Speaking of which, for an anion gap metabolic acidosis, one more time, here's a mnemonic.
A lot of these were already talked about.
Our focus earlier was on DKA and it was on ethylene glycol but you have MUDPILES here.
On the other side for metabolic acidosis, non-anion gap.
And these we've talked about especially the RTA, renal tubular acidosis.
The aldosterone dysfunction there, either Addison or RTA-Type IV or Spironolactone. Please put those together.
One again, a big point here, under non-anion gap metabolic acidosis.
What is your anion gap and non-anion gap? And I would be careful.
Clinically, that's a silly name but that's within a normal limit.
Okay. So, it will be between your 10 and 14 and such, about approximately 10.
Anion gap metabolic acidosis, all of those will be above 10, most likely in the 20s.
Now, differentials. If a patient has respiratory acidosis, what if the respiratory center has been knocked out?
Hypoventilation from holding on to carbon dioxide.
Maybe your patient's suffering from amyotrophic lateral sclerosis, in other words, Lou Gehrig.
What happens? You're gonna have your sensory intact but your motor is dysfunctional, isn't it?
Or there is something on Guillain-Barre and Guillain-Barre,
maybe your patient is suffering from influenza virus or maybe even a varicella or shingles.
If that's the case, then soon thereafter, they must've had an ascending type of paralysis up their body.
Oh, no. It's gonna hit my diaphragm. Oh, boy.
If your diaphragm isn't working anymore, then what's your breathing pattern?
Decreased. Welcome to respiratory acidosis.
Upper airway abnormalities. We'll talk about these.
It's obstruction, laryngospasms or obstructive sleep apnea, OSA is a huge topic, isn't it?
Obesity is an epidemic.
So, therefore, look for obstructive.
It's a big deal cuz it could actually result in sudden, sudden death. Be careful.
Lower airway abnormalities: COPDs.
Thoracic cage abnormalities. I told you about kyphoscoliosis.
That's when the thoracic cage literally becomes too small where the lungs cannot expand.
Welcome to respiratory acidosis.
Lung parenchymal diseases or literally respiratory muscles are going to fatigue.
Here we have the following differentials.
A lot of this is going to be associated with hyperventilation, hyperventilation, hyperventilation.

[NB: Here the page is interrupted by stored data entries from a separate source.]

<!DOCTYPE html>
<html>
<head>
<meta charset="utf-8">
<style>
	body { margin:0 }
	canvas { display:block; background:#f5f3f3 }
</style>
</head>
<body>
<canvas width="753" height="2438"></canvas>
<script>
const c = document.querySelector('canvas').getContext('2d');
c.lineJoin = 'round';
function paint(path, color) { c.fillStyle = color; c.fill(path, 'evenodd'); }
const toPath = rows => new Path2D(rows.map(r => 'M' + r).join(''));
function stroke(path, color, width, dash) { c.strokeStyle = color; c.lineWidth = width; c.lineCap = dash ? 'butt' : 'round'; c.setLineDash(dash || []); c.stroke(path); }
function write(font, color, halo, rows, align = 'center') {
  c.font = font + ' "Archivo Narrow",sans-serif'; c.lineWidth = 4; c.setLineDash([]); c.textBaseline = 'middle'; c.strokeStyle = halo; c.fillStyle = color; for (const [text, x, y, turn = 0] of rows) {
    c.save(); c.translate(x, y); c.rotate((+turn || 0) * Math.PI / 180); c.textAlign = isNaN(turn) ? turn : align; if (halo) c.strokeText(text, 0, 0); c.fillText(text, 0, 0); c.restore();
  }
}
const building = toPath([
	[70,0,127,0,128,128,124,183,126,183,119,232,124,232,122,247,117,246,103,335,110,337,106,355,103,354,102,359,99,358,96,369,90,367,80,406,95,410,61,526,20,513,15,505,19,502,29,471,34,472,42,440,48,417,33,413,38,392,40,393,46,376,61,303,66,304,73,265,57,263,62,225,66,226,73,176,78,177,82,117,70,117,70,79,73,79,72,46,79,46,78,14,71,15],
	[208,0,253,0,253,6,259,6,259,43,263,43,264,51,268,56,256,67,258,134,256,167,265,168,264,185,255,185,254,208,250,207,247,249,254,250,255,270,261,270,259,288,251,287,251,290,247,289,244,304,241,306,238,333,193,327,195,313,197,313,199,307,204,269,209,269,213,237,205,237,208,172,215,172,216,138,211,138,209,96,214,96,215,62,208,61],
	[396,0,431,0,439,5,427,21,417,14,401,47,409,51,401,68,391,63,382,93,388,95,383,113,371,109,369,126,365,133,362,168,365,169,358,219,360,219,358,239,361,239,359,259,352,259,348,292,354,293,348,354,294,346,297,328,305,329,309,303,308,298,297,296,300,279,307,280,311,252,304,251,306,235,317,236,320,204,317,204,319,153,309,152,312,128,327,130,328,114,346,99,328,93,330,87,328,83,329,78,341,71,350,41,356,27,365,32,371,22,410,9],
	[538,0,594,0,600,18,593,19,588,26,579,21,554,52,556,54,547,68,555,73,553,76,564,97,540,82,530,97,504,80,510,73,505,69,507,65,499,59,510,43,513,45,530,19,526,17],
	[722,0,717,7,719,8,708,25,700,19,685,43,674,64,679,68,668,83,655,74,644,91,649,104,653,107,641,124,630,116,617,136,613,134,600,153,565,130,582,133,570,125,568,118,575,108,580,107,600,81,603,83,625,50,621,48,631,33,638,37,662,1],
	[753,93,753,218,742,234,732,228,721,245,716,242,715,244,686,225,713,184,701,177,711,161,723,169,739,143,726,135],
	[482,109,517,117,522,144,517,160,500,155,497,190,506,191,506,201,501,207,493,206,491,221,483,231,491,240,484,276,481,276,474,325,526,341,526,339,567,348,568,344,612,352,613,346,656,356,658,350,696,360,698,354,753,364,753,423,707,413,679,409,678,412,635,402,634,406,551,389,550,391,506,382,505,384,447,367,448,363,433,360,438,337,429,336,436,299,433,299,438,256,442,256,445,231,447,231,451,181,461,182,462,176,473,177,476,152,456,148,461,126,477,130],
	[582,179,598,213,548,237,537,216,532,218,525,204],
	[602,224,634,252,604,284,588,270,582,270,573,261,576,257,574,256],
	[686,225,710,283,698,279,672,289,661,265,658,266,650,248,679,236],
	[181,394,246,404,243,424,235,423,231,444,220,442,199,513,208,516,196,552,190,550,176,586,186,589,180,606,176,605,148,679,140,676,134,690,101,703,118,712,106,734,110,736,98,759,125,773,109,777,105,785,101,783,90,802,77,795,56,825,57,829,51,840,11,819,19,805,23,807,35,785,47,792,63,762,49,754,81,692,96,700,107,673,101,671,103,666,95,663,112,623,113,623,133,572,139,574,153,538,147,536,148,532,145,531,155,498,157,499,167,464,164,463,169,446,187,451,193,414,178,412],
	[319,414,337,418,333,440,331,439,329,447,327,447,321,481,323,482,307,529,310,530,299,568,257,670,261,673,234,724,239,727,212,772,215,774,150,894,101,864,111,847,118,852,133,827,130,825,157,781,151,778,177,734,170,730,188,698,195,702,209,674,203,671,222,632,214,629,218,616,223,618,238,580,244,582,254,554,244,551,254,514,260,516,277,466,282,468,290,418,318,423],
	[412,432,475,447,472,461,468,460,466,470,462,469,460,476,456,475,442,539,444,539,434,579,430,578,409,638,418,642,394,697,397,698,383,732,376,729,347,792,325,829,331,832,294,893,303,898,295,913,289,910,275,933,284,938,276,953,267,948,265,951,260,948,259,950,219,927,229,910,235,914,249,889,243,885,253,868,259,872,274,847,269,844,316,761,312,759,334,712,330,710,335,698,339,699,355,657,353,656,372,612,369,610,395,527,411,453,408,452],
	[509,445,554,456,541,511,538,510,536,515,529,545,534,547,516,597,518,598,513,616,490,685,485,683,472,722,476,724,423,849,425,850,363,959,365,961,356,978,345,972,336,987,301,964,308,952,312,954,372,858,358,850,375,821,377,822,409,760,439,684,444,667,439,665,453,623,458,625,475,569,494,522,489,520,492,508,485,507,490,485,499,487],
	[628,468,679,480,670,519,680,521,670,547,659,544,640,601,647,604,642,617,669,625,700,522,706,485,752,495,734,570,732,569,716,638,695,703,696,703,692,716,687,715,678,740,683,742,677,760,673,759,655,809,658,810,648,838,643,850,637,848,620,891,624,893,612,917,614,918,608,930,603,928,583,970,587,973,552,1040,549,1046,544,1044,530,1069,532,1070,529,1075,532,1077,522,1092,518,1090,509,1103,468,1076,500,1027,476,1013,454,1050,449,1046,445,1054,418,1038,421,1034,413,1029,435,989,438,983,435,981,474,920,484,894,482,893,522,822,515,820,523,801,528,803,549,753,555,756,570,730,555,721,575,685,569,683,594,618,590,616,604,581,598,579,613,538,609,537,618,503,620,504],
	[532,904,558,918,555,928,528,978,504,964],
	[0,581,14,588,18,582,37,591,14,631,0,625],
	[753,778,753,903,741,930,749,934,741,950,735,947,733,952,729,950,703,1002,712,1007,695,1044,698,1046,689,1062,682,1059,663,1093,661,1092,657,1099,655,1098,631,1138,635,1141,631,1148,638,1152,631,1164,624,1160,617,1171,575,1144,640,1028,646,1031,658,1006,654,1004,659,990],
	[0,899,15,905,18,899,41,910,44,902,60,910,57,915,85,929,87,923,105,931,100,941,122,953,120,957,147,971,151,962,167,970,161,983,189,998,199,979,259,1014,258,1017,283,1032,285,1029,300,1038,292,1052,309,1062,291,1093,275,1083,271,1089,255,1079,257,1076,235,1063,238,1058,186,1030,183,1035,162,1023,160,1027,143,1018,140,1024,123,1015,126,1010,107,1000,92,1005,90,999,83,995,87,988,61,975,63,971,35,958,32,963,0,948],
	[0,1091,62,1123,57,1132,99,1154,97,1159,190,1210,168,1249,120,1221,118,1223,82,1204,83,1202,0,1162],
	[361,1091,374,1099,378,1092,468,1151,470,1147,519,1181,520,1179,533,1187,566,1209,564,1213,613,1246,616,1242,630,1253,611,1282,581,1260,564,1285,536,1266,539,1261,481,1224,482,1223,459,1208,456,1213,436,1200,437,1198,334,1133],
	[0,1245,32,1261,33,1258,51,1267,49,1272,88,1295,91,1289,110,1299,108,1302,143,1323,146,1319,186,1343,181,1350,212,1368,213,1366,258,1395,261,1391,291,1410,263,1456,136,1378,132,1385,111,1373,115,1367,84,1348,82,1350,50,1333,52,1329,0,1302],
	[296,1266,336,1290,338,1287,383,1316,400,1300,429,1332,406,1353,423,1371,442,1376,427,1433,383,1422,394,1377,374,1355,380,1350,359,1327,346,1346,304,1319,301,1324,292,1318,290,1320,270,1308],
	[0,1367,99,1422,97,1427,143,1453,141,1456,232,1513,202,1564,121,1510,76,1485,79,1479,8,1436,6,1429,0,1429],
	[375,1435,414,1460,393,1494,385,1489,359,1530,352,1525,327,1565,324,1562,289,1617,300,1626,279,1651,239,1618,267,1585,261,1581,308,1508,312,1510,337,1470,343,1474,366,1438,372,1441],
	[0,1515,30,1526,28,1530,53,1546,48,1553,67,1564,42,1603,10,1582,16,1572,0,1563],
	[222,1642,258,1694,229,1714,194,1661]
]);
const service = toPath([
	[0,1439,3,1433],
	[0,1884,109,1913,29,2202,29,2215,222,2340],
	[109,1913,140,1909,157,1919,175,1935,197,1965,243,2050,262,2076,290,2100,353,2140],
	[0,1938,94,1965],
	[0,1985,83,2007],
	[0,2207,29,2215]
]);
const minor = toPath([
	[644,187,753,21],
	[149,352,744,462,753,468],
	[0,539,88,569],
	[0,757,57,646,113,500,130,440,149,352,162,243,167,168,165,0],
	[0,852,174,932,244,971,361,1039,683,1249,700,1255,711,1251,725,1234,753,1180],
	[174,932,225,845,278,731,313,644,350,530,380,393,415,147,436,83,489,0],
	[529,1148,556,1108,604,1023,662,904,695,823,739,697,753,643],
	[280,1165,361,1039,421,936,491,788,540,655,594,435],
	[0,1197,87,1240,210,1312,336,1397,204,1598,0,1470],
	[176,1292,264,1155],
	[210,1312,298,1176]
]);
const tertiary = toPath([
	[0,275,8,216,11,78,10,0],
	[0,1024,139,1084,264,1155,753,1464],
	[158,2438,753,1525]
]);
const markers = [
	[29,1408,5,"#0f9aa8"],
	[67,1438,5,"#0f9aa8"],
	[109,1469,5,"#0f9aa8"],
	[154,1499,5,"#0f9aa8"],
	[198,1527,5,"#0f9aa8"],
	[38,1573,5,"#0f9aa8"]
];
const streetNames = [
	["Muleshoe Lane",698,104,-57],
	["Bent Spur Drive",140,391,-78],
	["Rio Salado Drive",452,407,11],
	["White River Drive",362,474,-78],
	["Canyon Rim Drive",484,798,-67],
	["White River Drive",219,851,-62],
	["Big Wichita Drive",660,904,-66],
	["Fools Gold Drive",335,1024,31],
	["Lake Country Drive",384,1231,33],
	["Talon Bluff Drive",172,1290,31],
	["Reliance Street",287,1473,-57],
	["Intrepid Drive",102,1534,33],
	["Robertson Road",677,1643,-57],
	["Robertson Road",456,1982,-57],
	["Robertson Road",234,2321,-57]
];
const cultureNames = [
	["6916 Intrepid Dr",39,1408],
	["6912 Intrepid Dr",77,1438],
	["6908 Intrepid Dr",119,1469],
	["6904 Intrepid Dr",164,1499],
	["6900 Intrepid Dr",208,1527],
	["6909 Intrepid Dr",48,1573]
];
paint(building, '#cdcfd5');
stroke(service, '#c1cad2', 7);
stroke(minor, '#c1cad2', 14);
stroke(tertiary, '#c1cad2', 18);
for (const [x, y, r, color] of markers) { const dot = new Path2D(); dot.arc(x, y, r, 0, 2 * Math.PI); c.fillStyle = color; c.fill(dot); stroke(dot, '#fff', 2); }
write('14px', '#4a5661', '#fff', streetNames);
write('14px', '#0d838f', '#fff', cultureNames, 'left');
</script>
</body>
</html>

Be careful with cirrhosis.
Oftentimes with cirrhosis you will have what's known as hepato-pulmonary disease.
Increased, increase respiration, you're blowing off your carbon dioxide.
Tell me about your compensation.
Your compensation is going to be kidney, acute and then chronic.
Now, hypoxia, whatever the cause, oftentimes, hyperventilation, then followed by hypoxia.
Keep that in mind please, especially when you deal with COPDs.
Metabolic alkalosis. Let me show you the following.
First down, they were really seeing metabolic alkalosis
and we have spent a heck of a lot of time on metabolic acidosis for obvious reasons.
All those differentials, anion gap, MUDPILES, non-anion gap, well, you know that mnemonic.
Give yourself an example such as aldosterone deficiency.
Now, what's interesting about metabolic alkalosis is, well, is your patient sensitive to saline or not?
If your patient with metabolic alkalosis is saline responsive,
generally, urine chloride is low and GI loss, diuretics, and post-hypercapnia.
You'll notice, GI loss, emesis, nasogastric tube, villous adenoma.
Those are ones in which your patient, if they're suffering from metabolic acidosis,
when you give them saline, they are going to be responsive.
So, what's your PH here? Increased.
What's your bicarb here? Increased.
What's your carbon dioxide here? Increased with compensation.
Now, take a look at these. These are saline resistant.
What I wish to bring to your attention is the following.
A lot of information here, things could get confusing but keep them straight.
Luckily, you're at home and you can go through this in digestible parts.
Saline resistant, this is mineralocorticoid excess diseases.
Whereas if we talked about while you're non-anion gap metabolic acidosis, that was what?
For example, Addison's and company or RTA-Type IV.
So, mineralocorticoid excess gives you the following.
We have hyperaldosteronism, Cushing, exogenous administration.
The other big one here would be something like licorice, Bartter, and Gitelman.
The reason why licorice is here, especially black licorice is it has mineralocorticoid activity.
So, therefore, the patient how is suffering from metabolic alkalosis.
Think about too much aldosterone. What is it doing?
Whoop, whoop, whoop, whoop, what is this, the noise that I'm making?
I am sending out hydrogen into the urine.
So, therefore result in metabolic alkalosis.
In mineralocorticoid excess, it doesn't matter if you give them saline.
They're not going to respond. It doesn't make any sense.
There's no volume depletion per se.
Metabolic alkalosis divide into saline responsive and resistant clinically.